In The New York Times she tells the story of the day she informed her son of this…um, what’s the word for it?…new state of affairs. The son is 12. Surely, one supposes, he was deeply shocked and offended, at least until after an expected period of adjustment, you know, like after a divorce, which usually hurts kids badly at first but in time they learn to accept because we all know how resilient kids are.
The kid’s response?
He looked at me for what seemed like an eternity and then broke into a huge, warm smile. “Mom, love is love, whatever you are,” he said with wisdom beyond his years.
During the course of her rationalizations, Miss Bello does a riff on the word “partner.” By the time she’s done with it, the word doesn’t mean much anymore.
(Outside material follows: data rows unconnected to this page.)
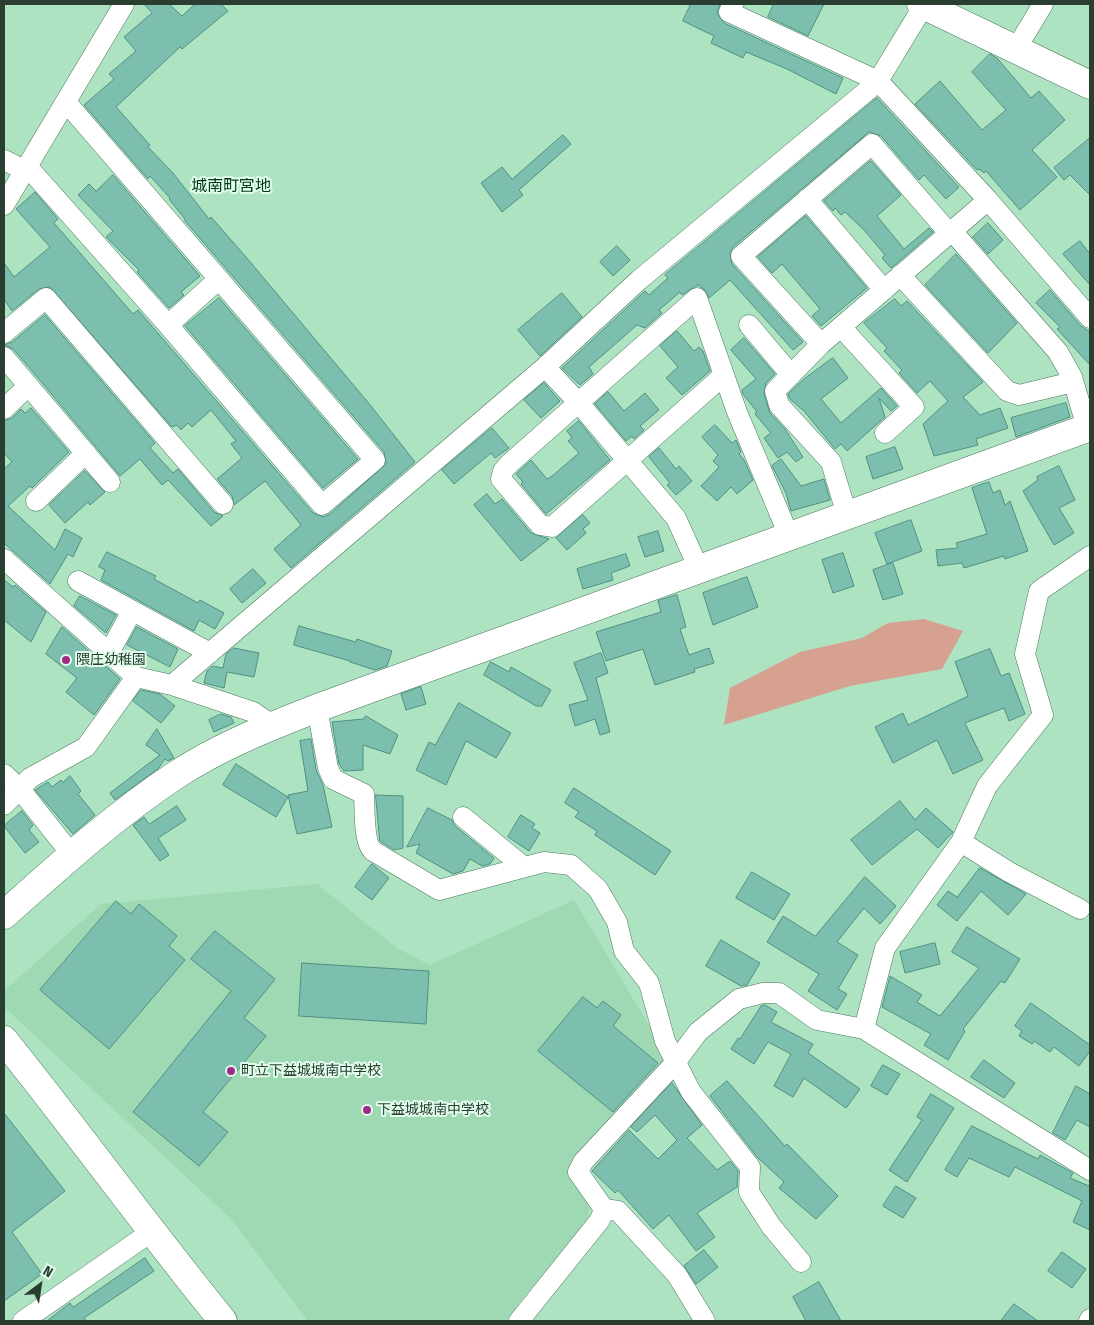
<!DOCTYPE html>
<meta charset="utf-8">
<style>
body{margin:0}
#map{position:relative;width:1094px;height:1325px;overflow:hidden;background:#aee3c1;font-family:"Fira Sans Condensed",sans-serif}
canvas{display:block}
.frame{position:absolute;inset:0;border:5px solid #293e31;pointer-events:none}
.north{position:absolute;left:15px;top:1260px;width:50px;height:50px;-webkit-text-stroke:4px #e3fdec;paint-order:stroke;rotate:31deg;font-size:14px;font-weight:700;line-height:20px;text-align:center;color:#293e31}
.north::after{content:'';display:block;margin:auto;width:18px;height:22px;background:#293e31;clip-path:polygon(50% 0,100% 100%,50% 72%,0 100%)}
</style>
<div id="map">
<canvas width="1094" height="1325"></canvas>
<div class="frame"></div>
<div class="north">N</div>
</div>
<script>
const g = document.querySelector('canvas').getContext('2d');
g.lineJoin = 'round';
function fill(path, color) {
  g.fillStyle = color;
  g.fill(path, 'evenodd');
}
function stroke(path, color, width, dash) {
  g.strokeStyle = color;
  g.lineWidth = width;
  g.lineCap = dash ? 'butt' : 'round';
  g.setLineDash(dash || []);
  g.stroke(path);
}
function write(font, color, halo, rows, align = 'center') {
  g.font = font + ' "Fira Sans Condensed","Noto Sans JP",sans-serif';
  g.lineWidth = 4;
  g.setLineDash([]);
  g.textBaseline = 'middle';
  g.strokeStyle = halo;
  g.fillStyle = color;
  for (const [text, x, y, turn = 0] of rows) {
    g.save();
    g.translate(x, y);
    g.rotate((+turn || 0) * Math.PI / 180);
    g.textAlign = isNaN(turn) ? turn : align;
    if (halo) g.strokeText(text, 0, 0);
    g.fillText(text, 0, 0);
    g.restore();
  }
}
fill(new Path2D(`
 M 317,884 L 397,948 L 430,965 L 574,900 L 669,1059 L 571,1162 L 570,1170 L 590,1207 L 587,1226 L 525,1295 L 506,1321 L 308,1321 L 230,1218 L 4,1007 L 4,991 L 101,904 Z`), '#9ed9b3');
fill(new Path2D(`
 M 924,619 L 963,631 L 942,669 L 850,686 L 724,725 L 730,688 L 800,652 L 862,638 L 888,623 Z`), '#d7a192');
const building = new Path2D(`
 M 144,4 L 169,4 L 182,16 L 195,4 L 221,4 L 228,11 L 182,49 L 180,47 L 116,107 L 150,145 L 148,147 L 173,173 L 209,219 L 211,217 L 246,257 L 371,406 L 415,462 L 291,568 L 274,549 L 301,525 L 265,481 L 234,505 L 232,496 L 217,479 L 242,458 L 231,444 L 236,441 L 211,410 L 192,427 L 188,423 L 181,430 L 177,425 L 172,427 L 50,287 L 39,289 L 12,311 L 4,299 L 4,263 L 14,277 L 50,247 L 16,209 L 35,192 L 58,219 L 54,223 L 133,314 L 138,310 L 313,513 L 324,517 L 330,514 L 386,464 L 384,452 L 185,221 L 185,219 L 169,199 L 170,198 L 150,176 L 148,179 L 84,105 L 114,79 L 109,74 L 136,51 L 124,37 L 152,13 Z
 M 691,4 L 720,4 L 717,13 L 724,23 L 843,78 L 836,94 L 787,69 L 746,52 L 743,58 L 711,43 L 714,36 L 683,21 Z
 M 774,4 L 824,4 L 808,36 L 768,17 Z
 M 990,54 L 997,58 L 1031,98 L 1039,91 L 1065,120 L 1032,150 L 1057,177 L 1020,210 L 986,171 L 984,173 L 979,169 L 977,170 L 915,104 L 940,81 L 982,130 L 1006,110 L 972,72 Z
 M 877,98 L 959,187 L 946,199 L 924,175 L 919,180 L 881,136 L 869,132 L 733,247 L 730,253 L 732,264 L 803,342 L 793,350 L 730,280 L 709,298 L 705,290 L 698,285 L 682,295 L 680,292 L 659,310 L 662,313 L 645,328 L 637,325 L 589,367 L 593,374 L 580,385 L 562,368 L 645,291 L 649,295 L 668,278 L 665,275 Z
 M 563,135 L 571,144 L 519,190 L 523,195 L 502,212 L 481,183 L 502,167 L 512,179 Z
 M 1090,138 L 1090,195 L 1070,175 L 1064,180 L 1054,168 Z
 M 871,161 L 901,195 L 877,216 L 904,249 L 929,228 L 933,232 L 891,268 L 882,258 L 885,255 L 865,231 L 845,212 L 841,215 L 835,208 L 833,211 L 824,201 Z
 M 113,175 L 200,276 L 181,292 L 184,295 L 169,308 L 137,272 L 139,270 L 106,237 L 113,231 L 78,195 L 89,184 L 96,191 Z
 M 806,216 L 867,288 L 821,326 L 812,316 L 820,309 L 782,264 L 772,273 L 758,257 Z
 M 988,223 L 1003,240 L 988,254 L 973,237 Z
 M 1080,241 L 1090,254 L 1090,285 L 1063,254 Z
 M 617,246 L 630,260 L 613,276 L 600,262 Z
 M 956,254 L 1017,323 L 988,353 L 925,285 Z
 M 1050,290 L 1081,326 L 1090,332 L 1090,365 L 1057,329 L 1060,327 L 1036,303 Z
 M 562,293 L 582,317 L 540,356 L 518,330 Z
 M 219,298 L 358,459 L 323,488 L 185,326 Z
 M 895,299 L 901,306 L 907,301 L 983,382 L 963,397 L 980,415 L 1000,408 L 1008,428 L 976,439 L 978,445 L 934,456 L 923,424 L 948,401 L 930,381 L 917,393 L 899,373 L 902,370 L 884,351 L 887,348 L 864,323 Z
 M 45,315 L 155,443 L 150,448 L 173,473 L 178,469 L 214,512 L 223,516 L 211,526 L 168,480 L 162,485 L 140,459 L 120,476 L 33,372 L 13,349 L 4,345 L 12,342 Z
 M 677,331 L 694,351 L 699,347 L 703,351 L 710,371 L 682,395 L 666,378 L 678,367 L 660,346 Z
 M 744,338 L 775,374 L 766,383 L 764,394 L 770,413 L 785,429 L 803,457 L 796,462 L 787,452 L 778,458 L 764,438 L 771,433 L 755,414 L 757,412 L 743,394 L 742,390 L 756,379 L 731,350 Z
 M 833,358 L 848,378 L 821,399 L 841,423 L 881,388 L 897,406 L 891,411 L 879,398 L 885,417 L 847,451 L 841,444 L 835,449 L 804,411 L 790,399 L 788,394 L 804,379 Z
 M 544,383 L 560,401 L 541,418 L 524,400 Z
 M 608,392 L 624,411 L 645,393 L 659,410 L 640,426 L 644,430 L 634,439 L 632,436 L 626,441 L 595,404 Z
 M 1066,403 L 1070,417 L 1016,437 L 1011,418 Z
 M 31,408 L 69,452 L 32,488 L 30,486 L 8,506 L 55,550 L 65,529 L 82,538 L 73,557 L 68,554 L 50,584 L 4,543 L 4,469 L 12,462 L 4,453 L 4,421 L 12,418 L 21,409 L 25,413 Z
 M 579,421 L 610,460 L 546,514 L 521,484 L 523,482 L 516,474 L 531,460 L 547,479 L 551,477 L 579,453 L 568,441 L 572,438 L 567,431 Z
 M 715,425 L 732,443 L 736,440 L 741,452 L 739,454 L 744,460 L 753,480 L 737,494 L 731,487 L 717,501 L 701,486 L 719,467 L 713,461 L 718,455 L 702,437 Z
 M 492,428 L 509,448 L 495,458 L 491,453 L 454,484 L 442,470 Z
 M 895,447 L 903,469 L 873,479 L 866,457 Z
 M 659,448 L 676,469 L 679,466 L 692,481 L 676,495 L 667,485 L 670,483 L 649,457 Z
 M 781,459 L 801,486 L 824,479 L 830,500 L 791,511 L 786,493 L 772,466 Z
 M 1059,466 L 1075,500 L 1059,508 L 1074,533 L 1054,545 L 1023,491 L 1038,480 L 1037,477 Z
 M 85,471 L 105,492 L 90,505 L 88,502 L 65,523 L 49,505 Z
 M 989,482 L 993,493 L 1000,490 L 1005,505 L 1010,501 L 1028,551 L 1005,559 L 1004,556 L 964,568 L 962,563 L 938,566 L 936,550 L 958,548 L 956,543 L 987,534 L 972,488 Z
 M 487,494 L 495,504 L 502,499 L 531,533 L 549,539 L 521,561 L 474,505 Z
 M 583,515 L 590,523 L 583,529 L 586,533 L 567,550 L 556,538 Z
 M 911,520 L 922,551 L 887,564 L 875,533 Z
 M 658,531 L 664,551 L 645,557 L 638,537 Z
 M 107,552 L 156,576 L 154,579 L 198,603 L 200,600 L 224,613 L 215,629 L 199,620 L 194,631 L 101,580 L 105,570 L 99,567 Z
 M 843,553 L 854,586 L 833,593 L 822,560 Z
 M 626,554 L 630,566 L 611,573 L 613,580 L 583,589 L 577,569 Z
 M 893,563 L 903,594 L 883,600 L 873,570 Z
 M 253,569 L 266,583 L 242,603 L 230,589 Z
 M 747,577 L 758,607 L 713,625 L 703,593 Z
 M 4,580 L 13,587 L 15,585 L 46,612 L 31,642 L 4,620 Z
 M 677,595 L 686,627 L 680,629 L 689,655 L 709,648 L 714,663 L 694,669 L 695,672 L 655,685 L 643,649 L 606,661 L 596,632 L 661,612 L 658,601 Z
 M 80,596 L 116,615 L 106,633 L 74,606 Z
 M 299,626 L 356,642 L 357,639 L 392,651 L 387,666 L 375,670 L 350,662 L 350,661 L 294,645 Z
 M 62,627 L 120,679 L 94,715 L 66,692 L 77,678 L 46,654 Z
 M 137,627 L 178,649 L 170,667 L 127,645 Z
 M 234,648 L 259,653 L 254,677 L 227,672 L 224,688 L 204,683 L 207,671 L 213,666 L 223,668 L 226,654 Z
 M 990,649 L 1001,676 L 1009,673 L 1025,714 L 1009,721 L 1004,708 L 965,723 L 983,760 L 953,774 L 937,740 L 893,763 L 875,727 L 903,713 L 908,725 L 968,696 L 955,662 Z
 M 601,653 L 608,673 L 596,678 L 610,732 L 600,735 L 595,719 L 575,726 L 569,705 L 588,700 L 574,663 Z
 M 491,662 L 509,672 L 511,667 L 551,690 L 542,706 L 536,706 L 484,675 Z
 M 421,687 L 426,704 L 406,710 L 401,694 Z
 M 141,690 L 160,694 L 175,706 L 161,723 L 133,701 Z
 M 459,703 L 511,733 L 496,758 L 466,741 L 446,785 L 416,770 L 429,742 L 435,745 Z
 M 221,714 L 231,717 L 234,723 L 214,732 L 209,720 Z
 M 366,716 L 398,735 L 390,754 L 363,745 L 363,770 L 344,771 L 339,764 L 332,722 L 363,719 Z
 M 157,729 L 174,758 L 168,761 L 165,759 L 158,769 L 115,800 L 110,793 L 160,755 L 146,745 Z
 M 311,739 L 316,770 L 323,785 L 332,827 L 297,834 L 288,795 L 308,791 L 300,741 Z
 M 236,764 L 288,797 L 276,817 L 223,785 Z
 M 70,776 L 81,791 L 78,794 L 95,815 L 73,834 L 35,790 L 48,782 L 52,787 L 61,780 L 63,782 Z
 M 574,788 L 671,851 L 655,875 L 595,835 L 597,831 L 575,817 L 579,812 L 565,803 Z
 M 376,795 L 403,796 L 403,848 L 394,850 L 380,841 Z
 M 900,801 L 915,820 L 926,808 L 953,832 L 938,848 L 917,829 L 872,865 L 851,840 Z
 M 177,806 L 186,820 L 158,838 L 169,855 L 160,861 L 133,825 L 144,817 L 149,824 Z
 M 428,808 L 452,820 L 455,826 L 494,858 L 490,864 L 482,866 L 470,859 L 463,871 L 453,874 L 416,853 L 420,844 L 407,847 Z
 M 22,811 L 33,825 L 29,830 L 39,842 L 25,853 L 4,826 Z
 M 521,815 L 535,824 L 532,828 L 540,833 L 529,851 L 508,837 Z
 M 372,864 L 389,878 L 372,900 L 355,887 Z
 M 980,868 L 1026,894 L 1008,915 L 981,891 L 957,921 L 937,905 L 948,891 L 957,897 Z
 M 752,872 L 790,894 L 774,920 L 736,898 Z
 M 865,877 L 896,906 L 880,924 L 864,908 L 837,942 L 858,955 L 838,989 L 847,994 L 837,1010 L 808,991 L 819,974 L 767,942 L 783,916 L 815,936 Z
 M 116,901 L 131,914 L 139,904 L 177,936 L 169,946 L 185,960 L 109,1049 L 40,990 Z
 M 967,927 L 1020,959 L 1005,983 L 1001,981 L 963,1029 L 965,1031 L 948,1060 L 924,1045 L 931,1034 L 882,1007 L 890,976 L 922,995 L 917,1002 L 940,1016 L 979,968 L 952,952 Z
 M 215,931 L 275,979 L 244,1018 L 266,1036 L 203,1112 L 228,1132 L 199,1166 L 133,1112 L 231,991 L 191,959 Z
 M 721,940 L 760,963 L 747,985 L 741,986 L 706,966 Z
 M 935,943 L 940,964 L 905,973 L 900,952 Z
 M 302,963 L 429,971 L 426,1024 L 299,1016 Z
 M 583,997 L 597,1008 L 603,1001 L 621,1015 L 613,1026 L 658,1063 L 613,1112 L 538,1051 Z
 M 1031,1003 L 1090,1045 L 1090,1051 L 1079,1066 L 1054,1047 L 1050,1052 L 1034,1041 L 1032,1044 L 1019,1036 L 1022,1031 L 1015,1026 Z
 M 765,1005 L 777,1012 L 771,1022 L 813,1044 L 808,1053 L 860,1089 L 846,1108 L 804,1078 L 793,1097 L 774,1086 L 791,1054 L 768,1042 L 754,1064 L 731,1049 L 738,1038 L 740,1039 L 761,1006 Z
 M 984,1060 L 1015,1083 L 1004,1098 L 971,1077 Z
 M 883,1065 L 900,1074 L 887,1095 L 871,1086 Z
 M 727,1081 L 785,1146 L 787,1144 L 838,1196 L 816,1219 L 779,1188 L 784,1182 L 757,1157 L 710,1096 Z
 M 672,1083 L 702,1125 L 687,1138 L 717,1170 L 730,1161 L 738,1171 L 737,1187 L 697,1213 L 715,1237 L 696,1251 L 669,1215 L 653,1229 L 618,1190 L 615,1193 L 592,1171 L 629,1130 L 658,1159 L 677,1140 L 655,1115 L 637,1132 L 631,1127 Z
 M 1076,1086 L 1090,1094 L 1090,1127 L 1077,1120 L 1065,1140 L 1053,1133 Z
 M 931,1094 L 954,1108 L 907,1182 L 889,1170 L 922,1120 L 917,1117 Z
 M 4,1113 L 65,1191 L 12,1232 L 42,1274 L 4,1301 Z
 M 972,1126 L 1038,1159 L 1040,1155 L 1073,1173 L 1070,1178 L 1089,1186 L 1090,1182 L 1090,1230 L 1073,1222 L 1082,1201 L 1015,1167 L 1009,1177 L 969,1158 L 957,1177 L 945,1170 Z
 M 896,1186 L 916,1198 L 903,1218 L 883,1206 Z
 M 704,1250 L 718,1267 L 696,1284 L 684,1266 Z
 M 1062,1252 L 1086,1269 L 1072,1288 L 1048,1271 Z
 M 145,1258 L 154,1271 L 84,1318 L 87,1321 L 47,1321 L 70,1303 L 73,1307 Z
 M 819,1282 L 841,1321 L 806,1321 L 793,1297 Z
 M 1014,1304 L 1038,1321 L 1001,1321 Z`);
fill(building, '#7dbfae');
stroke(building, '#4f9081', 1);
const street = new Path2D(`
 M 733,4 L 729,12 L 878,81 L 988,200 L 1090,318
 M 1016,49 L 1043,4
 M 4,160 L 24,170
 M 27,166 L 168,325 L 322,505 L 375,460 L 66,102
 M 807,199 L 884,290
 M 4,205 L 124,4
 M 952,231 L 1058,352 L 1072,377 L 1087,428
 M 900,275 L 1007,391 L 1019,395 L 1073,382
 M 168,325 L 219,279
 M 749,325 L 791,375
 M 841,327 L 914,407 L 885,433
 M 4,333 L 46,298 L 223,504
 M 821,344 L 741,256 L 872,144 L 949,233
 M 4,357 L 110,482
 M 545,367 L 578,402 L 676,518 L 699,569
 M 724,375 L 552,527 L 540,525 L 501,479 L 503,471 L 509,464 L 697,298 L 737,412 L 789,536
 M 4,409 L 27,387
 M 36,501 L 86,453
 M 847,515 L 831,462 L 779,405 L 775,391 L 821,344 L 988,200
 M 4,559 L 136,677
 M 78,581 L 210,653
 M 109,653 L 132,611
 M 317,708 L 328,768 L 333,779 L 364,794 C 365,808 363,842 373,851 L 439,890 L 544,862 L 571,865 L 598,889 L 617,922 L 624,951 L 649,983 L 665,1041 L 691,1092 L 750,1167 L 749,1192 L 771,1226 L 801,1262
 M 274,726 L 253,712 L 172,685 L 545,367 L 639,280 L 868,90 L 878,81 L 924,5
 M 4,774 L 19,788 L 72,855
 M 4,805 L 30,778 L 86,747 L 136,677 L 172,685
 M 463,817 L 524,867
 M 961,842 L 1009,872 L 1080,909
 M 864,1029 L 885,948 L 961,842 L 987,786 L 1043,715 L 1025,654 L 1039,591 L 1090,556
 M 604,1209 L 618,1211 L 677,1275 L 705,1321
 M 23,1321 L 151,1232
 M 519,1321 L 600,1220 L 604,1209 L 578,1172 L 583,1162 L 675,1063 L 698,1032 L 739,999 L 763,993 L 779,993 L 817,1020 L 864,1029 L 1090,1170
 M 1089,1321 L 1090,1319`);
const secondary = new Path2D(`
 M 921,4 L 1090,85
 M 4,915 C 59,866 114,816 176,775 C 220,746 271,726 320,707 L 1090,427
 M 4,1040 C 78,1132 148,1229 223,1321`);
stroke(street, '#48795c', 21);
stroke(secondary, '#48795c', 29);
stroke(street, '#fff', 20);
stroke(secondary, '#fff', 28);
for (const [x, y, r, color] of [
 [66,660,5,"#9d2b87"],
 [231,1071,5,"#9d2b87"],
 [367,1110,5,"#9d2b87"]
]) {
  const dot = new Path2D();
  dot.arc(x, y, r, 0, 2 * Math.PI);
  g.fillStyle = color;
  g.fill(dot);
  stroke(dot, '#e3fdec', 2);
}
write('14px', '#293e31', '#e3fdec', [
 ["隈庄幼稚園",76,660],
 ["町立下益城城南中学校",241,1071],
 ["下益城城南中学校",377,1110]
], 'left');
write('16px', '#00361d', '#e3fdec', [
 ["城南町宮地",231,187]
]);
</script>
She has lots of partners, only some of whom she has had sex with. Sex turns out to be unimportant to the partner concept, so I don’t understand why she has sex with any of them at all, even though the sex she had with her ex-husband was the only sex that issued in a son, to whom she now must explain why she is having sex with a woman, who will not be giving her any sons or daughters to whom she must explain why things so obvious have to be so complicated.
If you have a partner, you might have sex with him or her. It doesn’t really matter, because under the ‘partner concept’ – ruled by the ‘love is love’ doctrine – love is sexless. It is necessary that we keep repeating this to ourselves in order to publicly ordain sex between homosexuals in the form of marriage, even though the sex isn’t really important because love is love.
I think Miss Bello spends so much time on the word ‘partner’ to avoid having to struggle with more traditional arrangements like ‘husband’ and ‘wife.’ We’re all partners now. Miss Bello concludes:
So I would like to consider myself a “whatever”… Whomever I love, however I love them, whether they sleep in my bed or not, or whether I do homework with them or share a child with them, “love is love.” And I love our modern family.
Maybe, in the end, a modern family is just a more honest family.
Which reminds me. There’s a program on the TV called “Modern Family.” I have never watched it, and now I never will.